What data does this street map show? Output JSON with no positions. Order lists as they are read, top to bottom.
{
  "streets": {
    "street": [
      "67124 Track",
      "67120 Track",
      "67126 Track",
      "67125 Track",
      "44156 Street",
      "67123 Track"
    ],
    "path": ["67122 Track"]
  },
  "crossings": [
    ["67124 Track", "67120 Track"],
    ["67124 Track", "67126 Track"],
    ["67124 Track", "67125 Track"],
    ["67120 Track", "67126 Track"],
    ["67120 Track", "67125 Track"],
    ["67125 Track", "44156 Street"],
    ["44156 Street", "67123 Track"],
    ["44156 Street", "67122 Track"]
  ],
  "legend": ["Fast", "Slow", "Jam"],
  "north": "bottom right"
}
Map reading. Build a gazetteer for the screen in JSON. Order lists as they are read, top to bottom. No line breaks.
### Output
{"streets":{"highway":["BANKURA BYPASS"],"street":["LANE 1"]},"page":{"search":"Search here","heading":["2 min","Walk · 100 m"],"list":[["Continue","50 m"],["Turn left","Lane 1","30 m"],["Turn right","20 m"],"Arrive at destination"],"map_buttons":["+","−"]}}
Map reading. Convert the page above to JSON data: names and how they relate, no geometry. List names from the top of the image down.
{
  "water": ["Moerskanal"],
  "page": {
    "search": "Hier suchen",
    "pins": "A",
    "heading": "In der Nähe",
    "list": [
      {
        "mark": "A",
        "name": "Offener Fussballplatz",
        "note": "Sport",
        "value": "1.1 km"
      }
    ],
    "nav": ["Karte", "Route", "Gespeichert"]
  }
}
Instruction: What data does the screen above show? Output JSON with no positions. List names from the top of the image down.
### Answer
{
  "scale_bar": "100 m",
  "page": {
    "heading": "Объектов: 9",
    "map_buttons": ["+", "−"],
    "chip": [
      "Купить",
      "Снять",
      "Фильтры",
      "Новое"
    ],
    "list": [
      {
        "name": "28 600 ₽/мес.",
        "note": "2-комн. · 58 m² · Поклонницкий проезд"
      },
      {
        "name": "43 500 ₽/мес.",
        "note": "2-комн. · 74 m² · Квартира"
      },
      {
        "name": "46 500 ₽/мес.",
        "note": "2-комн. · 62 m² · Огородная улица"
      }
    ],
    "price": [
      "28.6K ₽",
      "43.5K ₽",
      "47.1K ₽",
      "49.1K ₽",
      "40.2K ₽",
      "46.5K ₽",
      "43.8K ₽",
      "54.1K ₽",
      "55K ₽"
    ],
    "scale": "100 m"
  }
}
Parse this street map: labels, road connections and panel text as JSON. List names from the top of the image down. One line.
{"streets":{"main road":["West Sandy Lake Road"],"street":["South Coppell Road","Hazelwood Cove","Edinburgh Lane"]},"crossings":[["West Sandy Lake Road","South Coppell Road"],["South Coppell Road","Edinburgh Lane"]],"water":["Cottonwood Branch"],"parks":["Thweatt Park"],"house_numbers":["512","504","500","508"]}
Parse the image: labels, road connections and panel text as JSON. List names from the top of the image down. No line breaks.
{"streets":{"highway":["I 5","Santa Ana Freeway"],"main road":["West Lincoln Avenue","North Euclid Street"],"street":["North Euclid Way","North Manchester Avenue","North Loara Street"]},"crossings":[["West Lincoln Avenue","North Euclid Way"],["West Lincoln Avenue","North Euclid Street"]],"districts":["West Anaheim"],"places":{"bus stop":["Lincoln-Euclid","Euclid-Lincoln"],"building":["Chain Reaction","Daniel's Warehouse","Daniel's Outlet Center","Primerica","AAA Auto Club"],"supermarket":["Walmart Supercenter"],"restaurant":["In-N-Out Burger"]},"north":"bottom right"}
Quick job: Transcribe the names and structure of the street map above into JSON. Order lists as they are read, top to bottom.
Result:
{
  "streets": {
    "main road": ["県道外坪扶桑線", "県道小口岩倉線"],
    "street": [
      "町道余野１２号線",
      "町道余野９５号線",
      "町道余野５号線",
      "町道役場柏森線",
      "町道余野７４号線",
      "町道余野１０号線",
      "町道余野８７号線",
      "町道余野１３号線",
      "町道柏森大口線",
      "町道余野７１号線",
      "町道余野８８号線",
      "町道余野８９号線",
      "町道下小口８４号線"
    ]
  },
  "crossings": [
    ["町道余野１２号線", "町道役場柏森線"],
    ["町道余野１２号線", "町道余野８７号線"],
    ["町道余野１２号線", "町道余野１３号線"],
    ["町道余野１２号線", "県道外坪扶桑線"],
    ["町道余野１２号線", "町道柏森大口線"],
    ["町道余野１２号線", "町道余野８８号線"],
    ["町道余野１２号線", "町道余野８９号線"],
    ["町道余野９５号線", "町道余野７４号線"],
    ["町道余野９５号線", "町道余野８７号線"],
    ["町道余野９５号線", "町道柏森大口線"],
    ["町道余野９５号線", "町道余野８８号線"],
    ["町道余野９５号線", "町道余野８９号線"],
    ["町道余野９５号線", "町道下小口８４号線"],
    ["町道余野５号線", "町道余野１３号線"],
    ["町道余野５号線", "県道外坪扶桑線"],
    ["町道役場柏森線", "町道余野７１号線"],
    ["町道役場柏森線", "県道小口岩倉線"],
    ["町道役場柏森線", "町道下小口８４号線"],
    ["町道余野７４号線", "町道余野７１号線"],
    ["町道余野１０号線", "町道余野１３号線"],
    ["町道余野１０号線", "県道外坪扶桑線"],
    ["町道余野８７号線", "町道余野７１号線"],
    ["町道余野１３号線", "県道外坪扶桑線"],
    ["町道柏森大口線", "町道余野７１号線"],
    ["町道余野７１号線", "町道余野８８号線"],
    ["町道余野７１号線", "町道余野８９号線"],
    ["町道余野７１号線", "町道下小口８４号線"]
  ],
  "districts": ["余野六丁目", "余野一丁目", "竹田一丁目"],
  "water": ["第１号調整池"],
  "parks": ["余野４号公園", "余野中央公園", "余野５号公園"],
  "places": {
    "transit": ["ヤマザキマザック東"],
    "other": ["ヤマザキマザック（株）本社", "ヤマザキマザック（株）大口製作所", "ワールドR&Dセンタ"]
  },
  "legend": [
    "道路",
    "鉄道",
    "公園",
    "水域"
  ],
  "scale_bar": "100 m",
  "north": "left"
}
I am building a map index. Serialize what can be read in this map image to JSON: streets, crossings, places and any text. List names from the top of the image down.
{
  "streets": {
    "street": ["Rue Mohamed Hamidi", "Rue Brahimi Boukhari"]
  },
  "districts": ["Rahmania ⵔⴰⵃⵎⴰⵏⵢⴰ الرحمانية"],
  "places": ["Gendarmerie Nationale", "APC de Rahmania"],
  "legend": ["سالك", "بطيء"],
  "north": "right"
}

The task
If a line in the entries holds the string "screen", it belongs in the tally; state the tally alone.

Problem solution
2